(Given records)
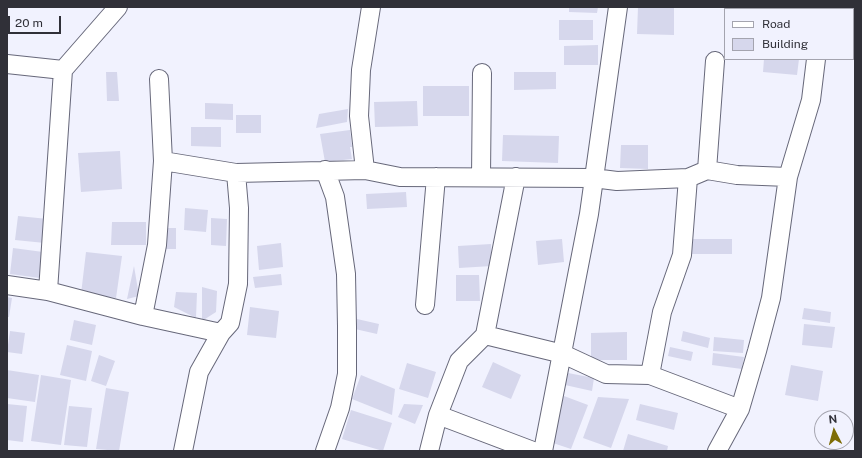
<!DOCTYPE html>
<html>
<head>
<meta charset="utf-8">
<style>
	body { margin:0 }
	#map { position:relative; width:862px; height:458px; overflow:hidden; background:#f1f2fe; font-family:"Public Sans",sans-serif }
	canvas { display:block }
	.frame { position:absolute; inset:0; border:8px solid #303038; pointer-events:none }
	.legend { position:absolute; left:724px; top:8px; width:130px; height:52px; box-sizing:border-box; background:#f1f2fe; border:1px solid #a4a4af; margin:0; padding:5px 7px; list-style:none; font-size:12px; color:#303038 }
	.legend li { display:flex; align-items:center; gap:8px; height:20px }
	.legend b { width:20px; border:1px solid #a4a4af }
	.north { position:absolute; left:814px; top:410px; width:40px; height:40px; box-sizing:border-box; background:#f1f2fe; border:1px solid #a4a4af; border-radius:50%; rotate:354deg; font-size:11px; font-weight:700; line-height:16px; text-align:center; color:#303038 }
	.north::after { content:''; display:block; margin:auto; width:14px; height:18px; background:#7e6d07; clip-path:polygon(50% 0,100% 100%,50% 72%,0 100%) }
	.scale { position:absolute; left:8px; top:16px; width:53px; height:18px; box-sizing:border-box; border:2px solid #303038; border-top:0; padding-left:5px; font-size:12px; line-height:14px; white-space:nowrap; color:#303038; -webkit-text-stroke:3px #f1f2fe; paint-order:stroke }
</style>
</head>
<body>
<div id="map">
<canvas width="862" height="458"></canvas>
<div class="frame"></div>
<ul class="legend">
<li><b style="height:5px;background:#fff"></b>Road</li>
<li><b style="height:11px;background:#d6d7ec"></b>Building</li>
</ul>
<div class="north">N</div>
<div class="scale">20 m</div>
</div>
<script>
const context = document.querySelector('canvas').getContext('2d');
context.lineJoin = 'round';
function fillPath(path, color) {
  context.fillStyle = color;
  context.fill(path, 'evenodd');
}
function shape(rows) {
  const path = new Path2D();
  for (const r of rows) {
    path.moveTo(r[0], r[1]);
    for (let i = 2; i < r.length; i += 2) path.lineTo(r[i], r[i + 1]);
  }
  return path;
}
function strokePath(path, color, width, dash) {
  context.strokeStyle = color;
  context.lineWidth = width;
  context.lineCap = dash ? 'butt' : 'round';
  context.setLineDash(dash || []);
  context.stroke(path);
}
const building = shape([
	[569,7,598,7,597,13,569,12],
	[638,7,674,7,674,35,637,34],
	[559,20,593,20,593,40,559,40],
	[853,31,855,31,855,59,853,58],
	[598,45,598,65,564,65,564,46],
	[764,59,799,59,797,75,763,72],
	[106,72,117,72,119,101,107,101],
	[514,72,556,72,556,89,514,90],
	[423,86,469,86,469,116,423,116],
	[417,101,418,126,375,127,374,102],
	[205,103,233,104,233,120,205,119],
	[348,109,347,122,316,128,319,114],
	[236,115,261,115,261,133,236,133],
	[191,127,221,127,221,147,191,146],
	[350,130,352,147,350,147,352,159,325,162,320,134],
	[503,135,559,136,558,163,502,161],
	[621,145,648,145,648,169,620,168],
	[120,151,122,189,81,192,78,153],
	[406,192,407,207,367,209,366,194],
	[185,208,208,210,206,232,184,230],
	[18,216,48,219,45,243,15,240],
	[211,218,227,219,226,246,211,245],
	[112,222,146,222,146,245,111,245],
	[159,228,176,228,176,249,159,249],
	[562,239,564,262,538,265,536,241],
	[691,239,732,239,732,254,691,254],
	[281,243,283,267,259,270,257,246],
	[491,244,492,266,459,268,458,246],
	[13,248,43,252,40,278,10,274],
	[86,252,122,256,116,298,81,294],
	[134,266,139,296,127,299],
	[281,274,282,285,255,288,253,277],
	[456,275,479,275,480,301,456,301],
	[202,287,217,291,216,312,202,321],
	[176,292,197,293,196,318,174,307],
	[7,297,12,298,9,317,7,317],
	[250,307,279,311,276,338,247,335],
	[804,308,831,312,830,323,802,319],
	[357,319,379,324,377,334,355,329],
	[74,320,96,325,92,345,70,340],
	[804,324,835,327,832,348,802,345],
	[10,331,25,333,22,354,7,352],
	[683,331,710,338,708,348,681,341],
	[627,332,627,360,591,360,591,333],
	[714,337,744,340,743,353,713,351],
	[67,345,92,351,86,381,60,375],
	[670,347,693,352,691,361,668,356],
	[713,353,744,357,742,369,712,365],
	[99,355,115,361,106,386,91,381],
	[493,362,521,375,511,399,482,387],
	[407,363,436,372,428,398,399,389],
	[791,365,823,371,818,401,785,395],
	[7,370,39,375,35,402,7,398],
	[568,373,594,378,592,391,565,385],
	[41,375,71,380,61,445,31,441],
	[361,375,395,389,392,415,352,399],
	[106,388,129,392,119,451,96,449],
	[564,396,588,405,571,449,547,441],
	[598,397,629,399,611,448,583,438],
	[7,404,27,406,23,442,7,440],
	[404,404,423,405,415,424,398,417],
	[640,404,678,413,674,430,636,420],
	[69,406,92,408,87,447,64,445],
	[351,410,392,423,383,451,342,439],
	[628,434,668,446,667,451,623,451]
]);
const minor = shape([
	[371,7,361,70,359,116,365,170,400,177,593,178,617,181,688,178,707,170,737,175,788,177],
	[818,7,822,8],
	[7,64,63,70],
	[163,161,236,173,365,170],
	[707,170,715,61],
	[481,177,482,73],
	[7,285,48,291,143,316,221,333,199,372,183,451],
	[48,291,63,70,118,7],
	[425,305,436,177],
	[143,316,157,245,163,161,159,79],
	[221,333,230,323,238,284,239,208,236,173],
	[485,335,563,354,606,374,650,375,740,409],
	[650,375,662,312,682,255,688,178],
	[438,415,533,451],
	[325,451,340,408,347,374,347,327,346,274,335,197,325,170],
	[429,451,438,415,459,361,485,335,516,177],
	[543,451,589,214,618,7],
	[717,451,740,409,757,351,771,298,788,177,811,100,816,59]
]);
fillPath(building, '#d6d7ec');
strokePath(minor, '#67687a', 20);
strokePath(minor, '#fff', 18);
</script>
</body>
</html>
(End Given records)
• Requirement
Your answer must be a single number: the count of lines above that hold the word "canvas".

• Result for this exercise
3